If the kiosks cause people to lose a job and, say fall behind in rent, then
they create homeless people or bad educational outcomes, or any of the other
consequences of poverty.

If we want to continue our 35 year old preposterous cult of imagining everyone
who is homeless are really just lazy versions Jeff Bezos who don't apply
themselves, then we will continue to get the same results having that approach
has generated.

It is empirically beyond any reasonable doubt, demonstrably conclusive to be a
highly dysfunctional and patently incorrect approach to structuring a society.
Sure, let's have kiosks, but let's also prioritize not having profound
disruptive deleterious harm to society in the process. There's consequences
and costs to all of us for our negligence, incompetence and irresponsibility.

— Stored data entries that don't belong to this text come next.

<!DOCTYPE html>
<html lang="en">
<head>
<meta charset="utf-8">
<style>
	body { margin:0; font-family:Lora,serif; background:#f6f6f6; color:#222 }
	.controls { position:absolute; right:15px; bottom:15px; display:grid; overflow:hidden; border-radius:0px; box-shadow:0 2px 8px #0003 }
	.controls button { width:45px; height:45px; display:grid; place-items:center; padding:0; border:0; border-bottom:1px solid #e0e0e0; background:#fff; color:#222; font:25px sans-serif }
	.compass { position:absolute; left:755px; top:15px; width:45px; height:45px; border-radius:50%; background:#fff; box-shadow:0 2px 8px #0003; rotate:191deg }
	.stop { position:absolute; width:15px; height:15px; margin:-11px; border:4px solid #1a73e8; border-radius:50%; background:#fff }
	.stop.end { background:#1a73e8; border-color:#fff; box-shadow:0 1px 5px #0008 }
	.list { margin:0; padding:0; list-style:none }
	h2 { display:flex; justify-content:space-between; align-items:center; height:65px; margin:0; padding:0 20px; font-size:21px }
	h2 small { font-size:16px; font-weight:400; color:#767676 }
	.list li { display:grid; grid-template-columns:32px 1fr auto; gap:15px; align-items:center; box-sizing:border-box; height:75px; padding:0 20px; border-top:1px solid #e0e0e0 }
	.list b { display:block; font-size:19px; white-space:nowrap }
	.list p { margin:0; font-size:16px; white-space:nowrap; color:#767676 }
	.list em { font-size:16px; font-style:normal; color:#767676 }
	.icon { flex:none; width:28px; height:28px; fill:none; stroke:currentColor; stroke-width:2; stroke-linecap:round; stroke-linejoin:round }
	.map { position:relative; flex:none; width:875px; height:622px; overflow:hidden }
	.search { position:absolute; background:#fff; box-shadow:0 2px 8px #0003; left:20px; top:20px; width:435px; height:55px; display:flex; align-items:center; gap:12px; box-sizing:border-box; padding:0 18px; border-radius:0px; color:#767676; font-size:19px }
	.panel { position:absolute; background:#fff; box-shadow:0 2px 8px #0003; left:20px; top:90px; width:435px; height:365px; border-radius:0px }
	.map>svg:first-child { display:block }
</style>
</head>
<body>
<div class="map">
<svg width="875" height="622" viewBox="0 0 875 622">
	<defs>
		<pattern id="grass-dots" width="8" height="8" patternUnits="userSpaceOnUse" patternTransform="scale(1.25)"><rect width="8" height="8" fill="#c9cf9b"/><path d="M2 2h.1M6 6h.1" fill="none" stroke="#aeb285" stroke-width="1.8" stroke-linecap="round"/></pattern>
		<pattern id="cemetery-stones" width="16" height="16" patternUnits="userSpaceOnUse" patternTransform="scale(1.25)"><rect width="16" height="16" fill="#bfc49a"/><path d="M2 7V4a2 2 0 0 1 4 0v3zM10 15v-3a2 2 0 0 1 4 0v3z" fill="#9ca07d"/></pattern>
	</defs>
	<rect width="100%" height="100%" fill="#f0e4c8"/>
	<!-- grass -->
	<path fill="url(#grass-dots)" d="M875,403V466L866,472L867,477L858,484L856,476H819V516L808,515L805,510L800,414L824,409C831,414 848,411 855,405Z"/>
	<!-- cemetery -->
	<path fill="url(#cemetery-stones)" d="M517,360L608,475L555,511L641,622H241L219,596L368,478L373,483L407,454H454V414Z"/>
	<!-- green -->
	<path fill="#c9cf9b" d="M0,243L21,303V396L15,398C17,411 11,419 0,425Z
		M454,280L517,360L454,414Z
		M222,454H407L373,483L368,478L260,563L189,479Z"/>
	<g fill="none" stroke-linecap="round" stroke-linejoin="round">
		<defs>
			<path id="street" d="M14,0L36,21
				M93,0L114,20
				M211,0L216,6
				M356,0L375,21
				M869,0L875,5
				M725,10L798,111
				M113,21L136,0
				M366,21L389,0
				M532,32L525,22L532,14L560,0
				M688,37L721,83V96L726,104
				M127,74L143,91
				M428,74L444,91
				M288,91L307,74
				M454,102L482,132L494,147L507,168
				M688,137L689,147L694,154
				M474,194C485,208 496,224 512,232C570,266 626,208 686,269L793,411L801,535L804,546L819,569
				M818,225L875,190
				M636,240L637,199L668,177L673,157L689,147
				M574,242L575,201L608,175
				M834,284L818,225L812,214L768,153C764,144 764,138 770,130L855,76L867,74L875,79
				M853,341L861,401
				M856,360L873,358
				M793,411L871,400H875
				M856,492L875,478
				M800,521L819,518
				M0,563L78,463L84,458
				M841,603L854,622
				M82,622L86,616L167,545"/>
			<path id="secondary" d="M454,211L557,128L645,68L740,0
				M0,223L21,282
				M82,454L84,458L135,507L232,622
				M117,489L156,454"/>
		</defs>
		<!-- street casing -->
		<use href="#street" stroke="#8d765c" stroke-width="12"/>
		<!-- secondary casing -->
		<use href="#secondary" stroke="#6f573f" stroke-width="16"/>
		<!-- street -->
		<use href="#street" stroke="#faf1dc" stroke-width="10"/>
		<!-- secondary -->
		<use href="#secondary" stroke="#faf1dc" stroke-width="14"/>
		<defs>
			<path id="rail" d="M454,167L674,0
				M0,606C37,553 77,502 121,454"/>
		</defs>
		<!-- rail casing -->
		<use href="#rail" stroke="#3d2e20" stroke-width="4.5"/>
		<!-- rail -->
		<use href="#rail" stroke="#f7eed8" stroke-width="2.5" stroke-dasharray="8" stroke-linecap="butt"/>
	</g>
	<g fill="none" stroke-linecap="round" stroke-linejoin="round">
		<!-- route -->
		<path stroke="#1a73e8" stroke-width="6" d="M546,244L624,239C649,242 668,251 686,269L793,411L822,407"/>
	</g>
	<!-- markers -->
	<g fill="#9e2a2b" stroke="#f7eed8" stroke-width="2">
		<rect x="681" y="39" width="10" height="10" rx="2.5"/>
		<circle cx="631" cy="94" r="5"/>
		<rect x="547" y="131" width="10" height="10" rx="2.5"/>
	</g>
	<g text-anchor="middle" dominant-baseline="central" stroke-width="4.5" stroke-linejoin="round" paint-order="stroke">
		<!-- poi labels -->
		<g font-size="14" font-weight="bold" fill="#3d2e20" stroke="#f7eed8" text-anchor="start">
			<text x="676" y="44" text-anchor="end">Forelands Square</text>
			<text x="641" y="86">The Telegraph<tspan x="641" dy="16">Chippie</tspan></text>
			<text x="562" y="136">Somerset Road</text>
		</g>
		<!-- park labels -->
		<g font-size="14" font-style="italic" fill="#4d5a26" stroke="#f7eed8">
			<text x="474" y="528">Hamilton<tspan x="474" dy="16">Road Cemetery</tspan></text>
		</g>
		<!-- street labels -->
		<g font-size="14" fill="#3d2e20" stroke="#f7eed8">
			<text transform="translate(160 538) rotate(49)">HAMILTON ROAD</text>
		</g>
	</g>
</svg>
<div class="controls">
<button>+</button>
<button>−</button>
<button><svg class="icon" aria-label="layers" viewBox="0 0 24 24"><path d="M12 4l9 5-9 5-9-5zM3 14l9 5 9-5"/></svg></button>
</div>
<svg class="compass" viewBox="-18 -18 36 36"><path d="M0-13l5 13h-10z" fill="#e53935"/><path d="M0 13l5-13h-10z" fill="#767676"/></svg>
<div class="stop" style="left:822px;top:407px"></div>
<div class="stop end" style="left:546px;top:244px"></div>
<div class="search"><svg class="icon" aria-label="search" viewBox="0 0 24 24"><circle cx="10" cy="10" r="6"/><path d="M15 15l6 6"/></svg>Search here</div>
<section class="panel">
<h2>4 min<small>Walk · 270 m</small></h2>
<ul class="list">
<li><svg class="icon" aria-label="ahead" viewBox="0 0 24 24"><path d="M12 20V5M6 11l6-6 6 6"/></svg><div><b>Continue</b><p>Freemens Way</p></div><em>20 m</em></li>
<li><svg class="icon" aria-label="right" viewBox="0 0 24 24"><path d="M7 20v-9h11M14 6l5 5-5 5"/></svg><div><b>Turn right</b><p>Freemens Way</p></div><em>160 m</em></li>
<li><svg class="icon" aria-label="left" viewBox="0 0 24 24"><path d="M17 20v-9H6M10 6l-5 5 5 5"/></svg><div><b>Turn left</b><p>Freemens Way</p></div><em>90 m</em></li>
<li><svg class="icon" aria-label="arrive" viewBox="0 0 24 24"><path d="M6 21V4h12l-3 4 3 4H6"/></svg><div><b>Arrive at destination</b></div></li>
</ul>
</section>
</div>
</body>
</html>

Those who continue to advocate for ignoring this reality are controlled and
blinded by their passions and preference. It's terribly wrong and we are
suffering the consequences.

------
tnzn
It's been like that for like, 3 years, in France

------
arketyp
I see these in Sweden. Self-serving checkouts are booming here too. Personally
I hate them, it's the same masturbatory horror as with VR goggles. But the
tech will improve and become more seamless I'm sure. And human interaction
will become a luxury. The fancy stores still hold on to their cashiers, I've
noticed. Gradually they will become the experts, connoisseurs, who will help
and guide you with your more involved questions, or if you're just high out of
your mind or whatever. "What burger works with my French Cabernet Sauvignon?"

So the article lifts an interesting point. The low-competence trainee entry
will disappear, meanwhile perhaps a greater demand for expertise than ever
before will arise. How will the training occur?